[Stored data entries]
______

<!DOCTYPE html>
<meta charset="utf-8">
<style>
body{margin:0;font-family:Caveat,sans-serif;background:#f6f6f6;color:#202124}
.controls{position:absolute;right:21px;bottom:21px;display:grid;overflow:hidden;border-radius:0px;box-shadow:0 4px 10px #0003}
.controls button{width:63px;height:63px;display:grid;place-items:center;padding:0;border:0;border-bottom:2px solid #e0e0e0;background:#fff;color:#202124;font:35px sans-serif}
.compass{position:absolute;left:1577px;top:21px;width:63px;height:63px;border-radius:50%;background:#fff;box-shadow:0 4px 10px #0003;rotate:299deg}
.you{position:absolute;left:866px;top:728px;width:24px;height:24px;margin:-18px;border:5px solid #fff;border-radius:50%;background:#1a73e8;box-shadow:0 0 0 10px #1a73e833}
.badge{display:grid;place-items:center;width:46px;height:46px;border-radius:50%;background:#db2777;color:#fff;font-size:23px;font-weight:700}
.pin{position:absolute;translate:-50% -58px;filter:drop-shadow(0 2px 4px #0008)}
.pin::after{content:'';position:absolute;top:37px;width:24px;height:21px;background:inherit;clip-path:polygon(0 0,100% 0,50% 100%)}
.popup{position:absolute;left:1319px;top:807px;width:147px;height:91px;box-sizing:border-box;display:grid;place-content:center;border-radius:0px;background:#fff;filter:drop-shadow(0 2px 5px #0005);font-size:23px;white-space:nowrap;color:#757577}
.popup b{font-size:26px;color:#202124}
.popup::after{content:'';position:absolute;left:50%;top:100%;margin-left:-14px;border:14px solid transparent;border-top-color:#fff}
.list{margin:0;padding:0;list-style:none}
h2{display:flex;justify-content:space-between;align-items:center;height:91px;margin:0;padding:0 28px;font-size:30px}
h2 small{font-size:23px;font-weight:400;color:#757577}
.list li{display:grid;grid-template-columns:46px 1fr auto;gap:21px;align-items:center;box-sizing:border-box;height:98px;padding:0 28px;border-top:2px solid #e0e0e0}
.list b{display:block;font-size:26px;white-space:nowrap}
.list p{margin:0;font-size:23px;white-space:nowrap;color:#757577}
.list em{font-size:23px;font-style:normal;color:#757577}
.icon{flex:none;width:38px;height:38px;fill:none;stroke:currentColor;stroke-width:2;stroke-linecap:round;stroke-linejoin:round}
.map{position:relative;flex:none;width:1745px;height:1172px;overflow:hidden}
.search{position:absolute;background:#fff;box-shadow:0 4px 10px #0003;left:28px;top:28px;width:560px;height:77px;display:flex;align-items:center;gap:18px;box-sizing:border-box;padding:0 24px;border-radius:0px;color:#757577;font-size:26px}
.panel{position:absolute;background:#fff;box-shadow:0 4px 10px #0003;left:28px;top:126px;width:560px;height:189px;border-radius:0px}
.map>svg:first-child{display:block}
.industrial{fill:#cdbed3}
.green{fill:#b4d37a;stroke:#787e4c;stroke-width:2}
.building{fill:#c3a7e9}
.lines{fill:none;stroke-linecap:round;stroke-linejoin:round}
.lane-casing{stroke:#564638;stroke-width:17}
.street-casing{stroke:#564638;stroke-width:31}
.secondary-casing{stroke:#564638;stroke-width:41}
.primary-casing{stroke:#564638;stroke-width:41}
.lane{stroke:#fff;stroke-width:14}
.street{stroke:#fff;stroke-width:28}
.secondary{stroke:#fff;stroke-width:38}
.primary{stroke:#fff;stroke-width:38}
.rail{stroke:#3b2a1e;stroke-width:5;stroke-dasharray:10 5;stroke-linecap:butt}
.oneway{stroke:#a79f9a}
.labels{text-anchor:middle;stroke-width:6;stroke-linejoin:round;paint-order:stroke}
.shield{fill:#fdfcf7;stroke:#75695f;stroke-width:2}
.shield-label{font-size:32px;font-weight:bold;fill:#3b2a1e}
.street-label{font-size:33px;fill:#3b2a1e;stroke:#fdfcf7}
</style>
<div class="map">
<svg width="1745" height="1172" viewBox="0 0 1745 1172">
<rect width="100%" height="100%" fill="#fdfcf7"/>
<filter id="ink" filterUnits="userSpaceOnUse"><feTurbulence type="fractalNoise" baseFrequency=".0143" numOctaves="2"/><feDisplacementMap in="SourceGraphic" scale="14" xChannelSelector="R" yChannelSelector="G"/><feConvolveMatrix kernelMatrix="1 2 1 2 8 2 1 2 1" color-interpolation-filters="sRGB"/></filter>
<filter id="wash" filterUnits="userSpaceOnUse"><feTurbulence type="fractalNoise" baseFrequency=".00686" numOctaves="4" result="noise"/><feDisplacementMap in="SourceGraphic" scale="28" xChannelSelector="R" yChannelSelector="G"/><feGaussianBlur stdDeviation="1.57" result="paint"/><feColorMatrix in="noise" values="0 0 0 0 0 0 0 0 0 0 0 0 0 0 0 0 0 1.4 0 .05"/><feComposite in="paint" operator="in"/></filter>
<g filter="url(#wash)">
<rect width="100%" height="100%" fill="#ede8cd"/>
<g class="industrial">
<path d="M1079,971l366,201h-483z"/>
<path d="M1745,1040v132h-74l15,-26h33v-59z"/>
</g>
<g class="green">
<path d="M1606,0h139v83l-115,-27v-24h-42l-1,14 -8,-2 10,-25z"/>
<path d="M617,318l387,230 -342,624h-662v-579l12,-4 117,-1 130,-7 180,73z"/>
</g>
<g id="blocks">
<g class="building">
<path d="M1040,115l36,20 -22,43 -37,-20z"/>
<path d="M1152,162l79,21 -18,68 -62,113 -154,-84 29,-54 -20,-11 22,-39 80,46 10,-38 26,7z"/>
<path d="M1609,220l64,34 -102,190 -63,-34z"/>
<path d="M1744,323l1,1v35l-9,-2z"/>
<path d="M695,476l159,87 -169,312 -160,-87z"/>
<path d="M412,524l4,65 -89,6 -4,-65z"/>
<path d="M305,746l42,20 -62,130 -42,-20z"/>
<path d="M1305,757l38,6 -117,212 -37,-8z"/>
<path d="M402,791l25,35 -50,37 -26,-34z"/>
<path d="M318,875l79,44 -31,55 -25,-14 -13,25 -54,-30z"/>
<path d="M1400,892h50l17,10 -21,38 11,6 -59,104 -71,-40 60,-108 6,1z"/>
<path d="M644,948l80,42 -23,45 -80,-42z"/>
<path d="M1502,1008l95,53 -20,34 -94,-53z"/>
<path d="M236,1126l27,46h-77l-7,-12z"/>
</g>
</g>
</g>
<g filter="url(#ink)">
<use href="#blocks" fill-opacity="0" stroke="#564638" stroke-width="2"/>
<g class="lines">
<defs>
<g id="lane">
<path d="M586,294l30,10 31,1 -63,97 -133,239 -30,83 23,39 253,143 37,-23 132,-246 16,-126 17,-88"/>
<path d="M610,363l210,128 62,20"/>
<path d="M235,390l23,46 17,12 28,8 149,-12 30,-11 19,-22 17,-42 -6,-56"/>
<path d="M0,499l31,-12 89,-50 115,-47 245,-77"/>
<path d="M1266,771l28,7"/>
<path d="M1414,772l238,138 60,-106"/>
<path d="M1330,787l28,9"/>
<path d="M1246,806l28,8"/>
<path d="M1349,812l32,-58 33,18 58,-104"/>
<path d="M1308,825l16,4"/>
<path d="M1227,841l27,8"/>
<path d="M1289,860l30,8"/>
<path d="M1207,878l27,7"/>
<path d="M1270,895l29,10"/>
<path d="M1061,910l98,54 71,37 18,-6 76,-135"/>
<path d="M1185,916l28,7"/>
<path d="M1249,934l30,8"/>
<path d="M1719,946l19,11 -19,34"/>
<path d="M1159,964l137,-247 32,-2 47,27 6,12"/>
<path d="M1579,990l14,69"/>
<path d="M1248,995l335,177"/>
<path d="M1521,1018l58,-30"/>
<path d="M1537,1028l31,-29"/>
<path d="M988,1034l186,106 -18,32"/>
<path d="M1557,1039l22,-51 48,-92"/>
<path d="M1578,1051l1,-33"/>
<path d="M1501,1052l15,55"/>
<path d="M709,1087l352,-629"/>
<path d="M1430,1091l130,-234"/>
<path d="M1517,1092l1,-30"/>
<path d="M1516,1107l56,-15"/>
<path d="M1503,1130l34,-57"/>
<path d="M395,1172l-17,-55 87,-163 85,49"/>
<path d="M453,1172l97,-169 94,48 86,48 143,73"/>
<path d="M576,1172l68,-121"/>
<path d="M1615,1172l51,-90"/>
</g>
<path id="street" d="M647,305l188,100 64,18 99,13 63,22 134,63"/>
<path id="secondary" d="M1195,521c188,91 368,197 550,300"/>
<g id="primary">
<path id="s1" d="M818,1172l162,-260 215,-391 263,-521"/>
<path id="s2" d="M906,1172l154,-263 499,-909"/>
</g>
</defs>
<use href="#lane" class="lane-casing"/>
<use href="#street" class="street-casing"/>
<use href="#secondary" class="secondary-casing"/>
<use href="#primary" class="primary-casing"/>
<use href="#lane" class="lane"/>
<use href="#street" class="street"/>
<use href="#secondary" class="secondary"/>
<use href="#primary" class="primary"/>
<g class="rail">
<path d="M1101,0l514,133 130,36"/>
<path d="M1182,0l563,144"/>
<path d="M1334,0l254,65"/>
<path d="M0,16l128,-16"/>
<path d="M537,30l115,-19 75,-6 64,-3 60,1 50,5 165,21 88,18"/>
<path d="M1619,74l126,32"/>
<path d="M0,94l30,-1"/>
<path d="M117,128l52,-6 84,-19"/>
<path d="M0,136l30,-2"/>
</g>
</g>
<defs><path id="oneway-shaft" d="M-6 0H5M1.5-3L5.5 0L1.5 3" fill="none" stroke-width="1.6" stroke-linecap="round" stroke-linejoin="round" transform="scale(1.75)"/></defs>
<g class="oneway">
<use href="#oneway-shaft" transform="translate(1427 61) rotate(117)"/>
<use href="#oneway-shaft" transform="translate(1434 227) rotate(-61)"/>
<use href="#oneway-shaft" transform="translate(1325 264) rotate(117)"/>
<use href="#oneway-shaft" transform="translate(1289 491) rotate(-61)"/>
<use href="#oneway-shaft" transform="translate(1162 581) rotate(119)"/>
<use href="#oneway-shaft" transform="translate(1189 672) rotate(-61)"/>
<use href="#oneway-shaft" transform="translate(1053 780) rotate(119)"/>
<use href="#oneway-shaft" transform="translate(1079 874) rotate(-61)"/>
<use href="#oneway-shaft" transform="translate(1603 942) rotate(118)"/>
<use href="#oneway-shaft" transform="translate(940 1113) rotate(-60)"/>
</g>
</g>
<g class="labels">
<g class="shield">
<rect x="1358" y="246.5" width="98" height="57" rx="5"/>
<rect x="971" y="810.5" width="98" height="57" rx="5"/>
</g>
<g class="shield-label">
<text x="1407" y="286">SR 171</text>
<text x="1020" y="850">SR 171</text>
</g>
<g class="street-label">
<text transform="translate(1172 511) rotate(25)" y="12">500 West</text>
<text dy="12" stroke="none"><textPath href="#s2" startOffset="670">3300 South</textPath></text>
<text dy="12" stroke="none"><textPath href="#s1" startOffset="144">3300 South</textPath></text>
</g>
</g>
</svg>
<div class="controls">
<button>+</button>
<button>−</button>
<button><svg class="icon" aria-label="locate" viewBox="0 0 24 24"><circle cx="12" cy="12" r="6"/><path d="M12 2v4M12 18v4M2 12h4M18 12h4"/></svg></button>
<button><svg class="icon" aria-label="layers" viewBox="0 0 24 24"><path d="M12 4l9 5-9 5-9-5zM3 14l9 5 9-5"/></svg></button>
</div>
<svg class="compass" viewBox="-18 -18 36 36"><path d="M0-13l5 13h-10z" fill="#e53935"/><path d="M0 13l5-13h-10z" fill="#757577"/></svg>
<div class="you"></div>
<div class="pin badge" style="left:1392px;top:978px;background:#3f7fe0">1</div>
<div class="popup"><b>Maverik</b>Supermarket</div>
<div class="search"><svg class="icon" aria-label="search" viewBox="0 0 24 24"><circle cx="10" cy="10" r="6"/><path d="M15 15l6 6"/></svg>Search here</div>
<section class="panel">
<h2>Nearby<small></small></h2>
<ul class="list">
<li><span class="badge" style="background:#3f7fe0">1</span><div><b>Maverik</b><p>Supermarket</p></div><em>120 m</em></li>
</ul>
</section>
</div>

______

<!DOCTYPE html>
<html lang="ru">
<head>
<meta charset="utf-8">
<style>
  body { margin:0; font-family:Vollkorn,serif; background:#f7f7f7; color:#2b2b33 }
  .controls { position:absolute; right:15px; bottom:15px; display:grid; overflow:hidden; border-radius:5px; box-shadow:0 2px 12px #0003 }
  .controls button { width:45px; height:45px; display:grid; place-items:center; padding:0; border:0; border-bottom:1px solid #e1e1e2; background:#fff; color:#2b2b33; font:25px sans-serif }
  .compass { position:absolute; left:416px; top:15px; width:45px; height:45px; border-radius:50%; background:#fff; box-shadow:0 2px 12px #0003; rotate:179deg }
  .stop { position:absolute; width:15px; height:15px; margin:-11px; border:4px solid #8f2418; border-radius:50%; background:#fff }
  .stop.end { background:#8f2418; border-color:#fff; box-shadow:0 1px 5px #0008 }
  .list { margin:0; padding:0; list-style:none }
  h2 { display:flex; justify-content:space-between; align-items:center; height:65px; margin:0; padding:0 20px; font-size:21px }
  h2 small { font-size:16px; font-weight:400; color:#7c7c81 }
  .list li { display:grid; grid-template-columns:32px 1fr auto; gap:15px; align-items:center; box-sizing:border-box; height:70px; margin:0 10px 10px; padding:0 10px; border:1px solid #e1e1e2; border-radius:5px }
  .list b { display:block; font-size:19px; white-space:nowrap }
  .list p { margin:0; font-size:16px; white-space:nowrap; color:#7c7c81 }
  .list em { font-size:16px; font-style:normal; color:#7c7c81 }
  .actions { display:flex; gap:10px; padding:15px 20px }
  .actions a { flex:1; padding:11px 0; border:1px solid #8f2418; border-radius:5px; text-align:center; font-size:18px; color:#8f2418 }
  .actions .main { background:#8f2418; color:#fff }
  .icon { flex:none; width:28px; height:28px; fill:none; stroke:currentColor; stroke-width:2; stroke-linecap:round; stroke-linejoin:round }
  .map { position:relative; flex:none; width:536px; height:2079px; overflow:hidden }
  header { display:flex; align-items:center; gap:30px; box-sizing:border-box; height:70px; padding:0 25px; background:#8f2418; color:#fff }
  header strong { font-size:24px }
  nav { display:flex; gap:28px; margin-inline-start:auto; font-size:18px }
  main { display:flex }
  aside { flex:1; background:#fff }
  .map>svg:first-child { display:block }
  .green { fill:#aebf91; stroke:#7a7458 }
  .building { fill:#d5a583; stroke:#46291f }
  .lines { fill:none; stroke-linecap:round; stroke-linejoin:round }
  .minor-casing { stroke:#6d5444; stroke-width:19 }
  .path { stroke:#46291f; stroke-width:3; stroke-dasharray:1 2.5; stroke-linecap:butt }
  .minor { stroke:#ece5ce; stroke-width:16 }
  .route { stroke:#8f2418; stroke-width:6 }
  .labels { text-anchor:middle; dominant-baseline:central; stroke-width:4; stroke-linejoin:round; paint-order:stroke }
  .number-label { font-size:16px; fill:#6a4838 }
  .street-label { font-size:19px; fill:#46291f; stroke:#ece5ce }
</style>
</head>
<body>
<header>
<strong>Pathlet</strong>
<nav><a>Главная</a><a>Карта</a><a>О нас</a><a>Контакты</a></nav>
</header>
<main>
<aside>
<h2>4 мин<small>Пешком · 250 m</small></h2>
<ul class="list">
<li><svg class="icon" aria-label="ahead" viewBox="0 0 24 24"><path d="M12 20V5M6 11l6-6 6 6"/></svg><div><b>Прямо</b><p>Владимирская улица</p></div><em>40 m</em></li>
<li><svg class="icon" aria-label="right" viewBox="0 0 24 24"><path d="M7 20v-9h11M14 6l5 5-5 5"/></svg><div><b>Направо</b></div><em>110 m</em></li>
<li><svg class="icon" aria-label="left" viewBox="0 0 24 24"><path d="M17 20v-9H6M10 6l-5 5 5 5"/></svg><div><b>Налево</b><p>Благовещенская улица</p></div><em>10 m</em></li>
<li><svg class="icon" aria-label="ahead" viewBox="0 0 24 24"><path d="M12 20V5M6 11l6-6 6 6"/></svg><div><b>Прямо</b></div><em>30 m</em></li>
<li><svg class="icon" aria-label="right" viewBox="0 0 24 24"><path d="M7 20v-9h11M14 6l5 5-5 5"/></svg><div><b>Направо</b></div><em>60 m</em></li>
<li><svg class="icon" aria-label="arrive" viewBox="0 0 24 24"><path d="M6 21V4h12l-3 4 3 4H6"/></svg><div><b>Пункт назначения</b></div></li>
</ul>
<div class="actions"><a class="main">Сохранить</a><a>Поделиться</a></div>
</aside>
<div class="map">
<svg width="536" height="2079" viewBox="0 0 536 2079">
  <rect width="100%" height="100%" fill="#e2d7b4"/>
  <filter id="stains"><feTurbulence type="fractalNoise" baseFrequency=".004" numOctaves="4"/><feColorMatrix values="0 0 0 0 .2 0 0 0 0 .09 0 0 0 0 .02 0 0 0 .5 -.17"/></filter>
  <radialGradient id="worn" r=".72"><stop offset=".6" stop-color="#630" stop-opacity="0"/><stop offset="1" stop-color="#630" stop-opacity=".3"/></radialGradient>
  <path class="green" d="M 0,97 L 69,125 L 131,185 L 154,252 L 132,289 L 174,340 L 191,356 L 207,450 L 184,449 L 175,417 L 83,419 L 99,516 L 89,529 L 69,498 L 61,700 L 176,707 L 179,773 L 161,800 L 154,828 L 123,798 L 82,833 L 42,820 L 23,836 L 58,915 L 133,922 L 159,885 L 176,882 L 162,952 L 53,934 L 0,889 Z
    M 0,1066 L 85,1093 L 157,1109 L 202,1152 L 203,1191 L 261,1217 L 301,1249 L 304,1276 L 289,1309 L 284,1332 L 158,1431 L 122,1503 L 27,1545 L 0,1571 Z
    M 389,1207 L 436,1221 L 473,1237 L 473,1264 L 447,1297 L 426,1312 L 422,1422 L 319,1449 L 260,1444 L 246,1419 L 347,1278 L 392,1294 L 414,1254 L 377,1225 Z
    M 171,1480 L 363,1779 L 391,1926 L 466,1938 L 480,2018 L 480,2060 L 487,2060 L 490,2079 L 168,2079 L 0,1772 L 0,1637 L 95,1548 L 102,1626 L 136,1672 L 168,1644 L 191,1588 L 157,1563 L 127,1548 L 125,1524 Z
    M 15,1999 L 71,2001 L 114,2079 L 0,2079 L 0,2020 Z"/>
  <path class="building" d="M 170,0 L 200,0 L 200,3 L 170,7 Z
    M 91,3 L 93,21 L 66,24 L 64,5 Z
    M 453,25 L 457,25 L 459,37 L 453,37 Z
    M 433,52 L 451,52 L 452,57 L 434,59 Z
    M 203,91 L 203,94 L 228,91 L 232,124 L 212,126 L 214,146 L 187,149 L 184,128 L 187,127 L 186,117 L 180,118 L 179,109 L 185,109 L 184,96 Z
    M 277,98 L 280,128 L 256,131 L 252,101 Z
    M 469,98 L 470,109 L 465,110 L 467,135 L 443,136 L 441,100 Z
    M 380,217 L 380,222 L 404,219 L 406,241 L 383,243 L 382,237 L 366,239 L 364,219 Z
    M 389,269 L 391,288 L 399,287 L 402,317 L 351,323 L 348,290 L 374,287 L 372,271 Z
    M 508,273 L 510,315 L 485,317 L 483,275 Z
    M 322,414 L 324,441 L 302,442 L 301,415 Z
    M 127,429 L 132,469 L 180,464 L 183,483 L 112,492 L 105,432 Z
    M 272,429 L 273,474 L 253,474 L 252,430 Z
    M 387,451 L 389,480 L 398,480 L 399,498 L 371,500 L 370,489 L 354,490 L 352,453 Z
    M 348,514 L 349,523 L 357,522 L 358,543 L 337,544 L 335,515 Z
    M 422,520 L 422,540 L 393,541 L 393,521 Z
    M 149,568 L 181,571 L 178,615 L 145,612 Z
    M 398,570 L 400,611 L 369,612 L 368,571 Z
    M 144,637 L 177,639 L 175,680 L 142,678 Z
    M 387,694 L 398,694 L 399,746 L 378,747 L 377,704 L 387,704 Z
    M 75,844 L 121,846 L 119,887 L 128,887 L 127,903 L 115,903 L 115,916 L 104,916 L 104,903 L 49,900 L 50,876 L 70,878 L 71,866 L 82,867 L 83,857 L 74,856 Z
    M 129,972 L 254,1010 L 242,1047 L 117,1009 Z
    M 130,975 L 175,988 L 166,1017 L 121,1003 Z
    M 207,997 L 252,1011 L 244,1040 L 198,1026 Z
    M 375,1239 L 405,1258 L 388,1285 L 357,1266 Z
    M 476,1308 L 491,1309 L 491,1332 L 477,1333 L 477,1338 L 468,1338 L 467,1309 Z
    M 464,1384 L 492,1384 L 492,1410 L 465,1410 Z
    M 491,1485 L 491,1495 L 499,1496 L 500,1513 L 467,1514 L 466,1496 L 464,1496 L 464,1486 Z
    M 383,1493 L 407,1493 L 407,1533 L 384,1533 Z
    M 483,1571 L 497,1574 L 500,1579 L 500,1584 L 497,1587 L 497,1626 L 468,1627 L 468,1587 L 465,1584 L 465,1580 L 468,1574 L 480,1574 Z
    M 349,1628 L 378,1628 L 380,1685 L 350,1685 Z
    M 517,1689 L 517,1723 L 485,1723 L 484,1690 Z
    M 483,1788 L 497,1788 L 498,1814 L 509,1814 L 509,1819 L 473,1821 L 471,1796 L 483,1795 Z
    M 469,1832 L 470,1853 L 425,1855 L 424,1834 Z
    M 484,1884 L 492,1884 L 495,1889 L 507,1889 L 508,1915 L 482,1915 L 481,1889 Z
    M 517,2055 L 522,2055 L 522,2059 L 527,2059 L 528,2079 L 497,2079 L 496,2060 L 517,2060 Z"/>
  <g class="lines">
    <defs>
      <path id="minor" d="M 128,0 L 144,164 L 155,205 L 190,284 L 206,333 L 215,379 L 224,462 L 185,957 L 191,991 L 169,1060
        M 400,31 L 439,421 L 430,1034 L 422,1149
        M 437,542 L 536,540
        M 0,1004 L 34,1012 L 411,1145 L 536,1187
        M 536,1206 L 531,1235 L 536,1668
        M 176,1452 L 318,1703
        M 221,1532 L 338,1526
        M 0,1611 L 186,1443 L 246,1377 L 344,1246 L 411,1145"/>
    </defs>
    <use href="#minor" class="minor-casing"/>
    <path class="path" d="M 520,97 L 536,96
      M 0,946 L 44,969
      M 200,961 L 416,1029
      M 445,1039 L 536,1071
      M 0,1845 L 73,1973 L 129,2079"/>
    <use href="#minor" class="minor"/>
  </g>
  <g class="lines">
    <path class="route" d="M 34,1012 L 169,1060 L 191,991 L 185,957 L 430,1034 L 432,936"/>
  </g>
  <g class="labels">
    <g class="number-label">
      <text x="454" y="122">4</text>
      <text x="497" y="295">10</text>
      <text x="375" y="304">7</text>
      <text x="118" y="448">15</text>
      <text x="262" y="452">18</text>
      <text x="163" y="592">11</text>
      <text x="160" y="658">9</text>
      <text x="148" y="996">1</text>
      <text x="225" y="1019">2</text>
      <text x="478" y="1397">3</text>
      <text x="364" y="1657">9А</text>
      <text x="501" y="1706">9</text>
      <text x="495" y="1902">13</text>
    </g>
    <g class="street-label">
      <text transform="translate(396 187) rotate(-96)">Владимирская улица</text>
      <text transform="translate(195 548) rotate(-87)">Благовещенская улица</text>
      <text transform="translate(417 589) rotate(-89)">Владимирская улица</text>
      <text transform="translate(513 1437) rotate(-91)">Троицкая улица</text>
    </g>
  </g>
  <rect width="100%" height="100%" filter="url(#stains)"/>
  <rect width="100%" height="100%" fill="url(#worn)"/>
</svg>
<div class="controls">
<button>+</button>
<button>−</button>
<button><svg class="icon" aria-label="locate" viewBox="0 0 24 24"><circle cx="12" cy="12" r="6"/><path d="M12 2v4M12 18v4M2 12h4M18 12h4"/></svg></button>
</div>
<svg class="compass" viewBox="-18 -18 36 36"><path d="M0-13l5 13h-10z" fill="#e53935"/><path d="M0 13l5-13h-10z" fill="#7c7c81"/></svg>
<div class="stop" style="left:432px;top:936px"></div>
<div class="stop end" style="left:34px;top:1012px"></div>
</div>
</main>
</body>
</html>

______

> Assigned task
The total, and nothing more: how many lines in the entries contain "auto"?

> Task answer
3